To do.
From top to bottom, write out the listing exactly.
--- Working data ---
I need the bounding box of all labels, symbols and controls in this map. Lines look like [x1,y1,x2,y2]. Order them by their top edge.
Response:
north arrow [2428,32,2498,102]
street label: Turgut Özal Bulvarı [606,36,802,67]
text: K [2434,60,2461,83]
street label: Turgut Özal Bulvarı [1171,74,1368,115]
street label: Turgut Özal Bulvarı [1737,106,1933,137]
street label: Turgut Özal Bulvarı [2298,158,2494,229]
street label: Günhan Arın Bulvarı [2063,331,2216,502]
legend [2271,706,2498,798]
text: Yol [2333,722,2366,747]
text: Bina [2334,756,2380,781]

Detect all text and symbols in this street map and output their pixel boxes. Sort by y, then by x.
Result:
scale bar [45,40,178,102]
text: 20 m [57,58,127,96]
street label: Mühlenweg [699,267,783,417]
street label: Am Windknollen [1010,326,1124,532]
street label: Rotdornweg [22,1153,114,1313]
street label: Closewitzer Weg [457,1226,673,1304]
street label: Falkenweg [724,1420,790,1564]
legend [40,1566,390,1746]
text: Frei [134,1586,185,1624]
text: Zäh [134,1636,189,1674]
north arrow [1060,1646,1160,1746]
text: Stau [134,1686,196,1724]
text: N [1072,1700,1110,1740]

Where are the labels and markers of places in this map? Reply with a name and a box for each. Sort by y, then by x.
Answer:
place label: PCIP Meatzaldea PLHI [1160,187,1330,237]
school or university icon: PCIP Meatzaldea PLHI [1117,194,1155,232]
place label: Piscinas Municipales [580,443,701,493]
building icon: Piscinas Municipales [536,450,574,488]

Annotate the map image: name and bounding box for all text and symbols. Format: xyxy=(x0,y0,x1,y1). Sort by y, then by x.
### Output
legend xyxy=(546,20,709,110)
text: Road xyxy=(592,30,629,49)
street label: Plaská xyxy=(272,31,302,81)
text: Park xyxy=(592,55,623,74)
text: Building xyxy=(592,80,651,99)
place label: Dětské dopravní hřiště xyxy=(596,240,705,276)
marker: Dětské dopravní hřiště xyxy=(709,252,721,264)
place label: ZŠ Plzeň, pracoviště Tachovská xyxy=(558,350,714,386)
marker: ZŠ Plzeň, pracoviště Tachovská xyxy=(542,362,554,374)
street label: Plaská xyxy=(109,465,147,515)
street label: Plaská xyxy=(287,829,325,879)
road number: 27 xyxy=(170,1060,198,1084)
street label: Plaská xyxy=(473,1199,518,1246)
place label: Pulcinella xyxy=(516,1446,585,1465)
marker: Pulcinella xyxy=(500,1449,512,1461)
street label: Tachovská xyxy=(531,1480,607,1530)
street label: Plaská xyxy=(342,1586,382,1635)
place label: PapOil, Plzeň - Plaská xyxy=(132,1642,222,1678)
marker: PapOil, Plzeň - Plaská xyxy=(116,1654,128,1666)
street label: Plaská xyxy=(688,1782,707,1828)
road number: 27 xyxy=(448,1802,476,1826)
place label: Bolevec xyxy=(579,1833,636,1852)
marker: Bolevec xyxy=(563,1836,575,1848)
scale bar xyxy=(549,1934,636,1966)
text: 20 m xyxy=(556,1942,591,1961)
---
Solution to the exercise.
I need the bounding box of all labels, symbols and controls in this map. Lines look like [x1,y1,x2,y2]. Order them by their top edge.
Response:
north arrow [2428,32,2498,102]
street label: Turgut Özal Bulvarı [606,36,802,67]
text: K [2434,60,2461,83]
street label: Turgut Özal Bulvarı [1171,74,1368,115]
street label: Turgut Özal Bulvarı [1737,106,1933,137]
street label: Turgut Özal Bulvarı [2298,158,2494,229]
street label: Günhan Arın Bulvarı [2063,331,2216,502]
legend [2271,706,2498,798]
text: Yol [2333,722,2366,747]
text: Bina [2334,756,2380,781]

Detect all text and symbols in this street map and output their pixel boxes. Sort by y, then by x.
Result:
scale bar [45,40,178,102]
text: 20 m [57,58,127,96]
street label: Mühlenweg [699,267,783,417]
street label: Am Windknollen [1010,326,1124,532]
street label: Rotdornweg [22,1153,114,1313]
street label: Closewitzer Weg [457,1226,673,1304]
street label: Falkenweg [724,1420,790,1564]
legend [40,1566,390,1746]
text: Frei [134,1586,185,1624]
text: Zäh [134,1636,189,1674]
north arrow [1060,1646,1160,1746]
text: Stau [134,1686,196,1724]
text: N [1072,1700,1110,1740]

Where are the labels and markers of places in this map? Reply with a name and a box for each. Sort by y, then by x.
Answer:
place label: PCIP Meatzaldea PLHI [1160,187,1330,237]
school or university icon: PCIP Meatzaldea PLHI [1117,194,1155,232]
place label: Piscinas Municipales [580,443,701,493]
building icon: Piscinas Municipales [536,450,574,488]

Annotate the map image: name and bounding box for all text and symbols. Format: xyxy=(x0,y0,x1,y1). Sort by y, then by x.
### Output
legend xyxy=(546,20,709,110)
text: Road xyxy=(592,30,629,49)
street label: Plaská xyxy=(272,31,302,81)
text: Park xyxy=(592,55,623,74)
text: Building xyxy=(592,80,651,99)
place label: Dětské dopravní hřiště xyxy=(596,240,705,276)
marker: Dětské dopravní hřiště xyxy=(709,252,721,264)
place label: ZŠ Plzeň, pracoviště Tachovská xyxy=(558,350,714,386)
marker: ZŠ Plzeň, pracoviště Tachovská xyxy=(542,362,554,374)
street label: Plaská xyxy=(109,465,147,515)
street label: Plaská xyxy=(287,829,325,879)
road number: 27 xyxy=(170,1060,198,1084)
street label: Plaská xyxy=(473,1199,518,1246)
place label: Pulcinella xyxy=(516,1446,585,1465)
marker: Pulcinella xyxy=(500,1449,512,1461)
street label: Tachovská xyxy=(531,1480,607,1530)
street label: Plaská xyxy=(342,1586,382,1635)
place label: PapOil, Plzeň - Plaská xyxy=(132,1642,222,1678)
marker: PapOil, Plzeň - Plaská xyxy=(116,1654,128,1666)
street label: Plaská xyxy=(688,1782,707,1828)
road number: 27 xyxy=(448,1802,476,1826)
place label: Bolevec xyxy=(579,1833,636,1852)
marker: Bolevec xyxy=(563,1836,575,1848)
scale bar xyxy=(549,1934,636,1966)
text: 20 m xyxy=(556,1942,591,1961)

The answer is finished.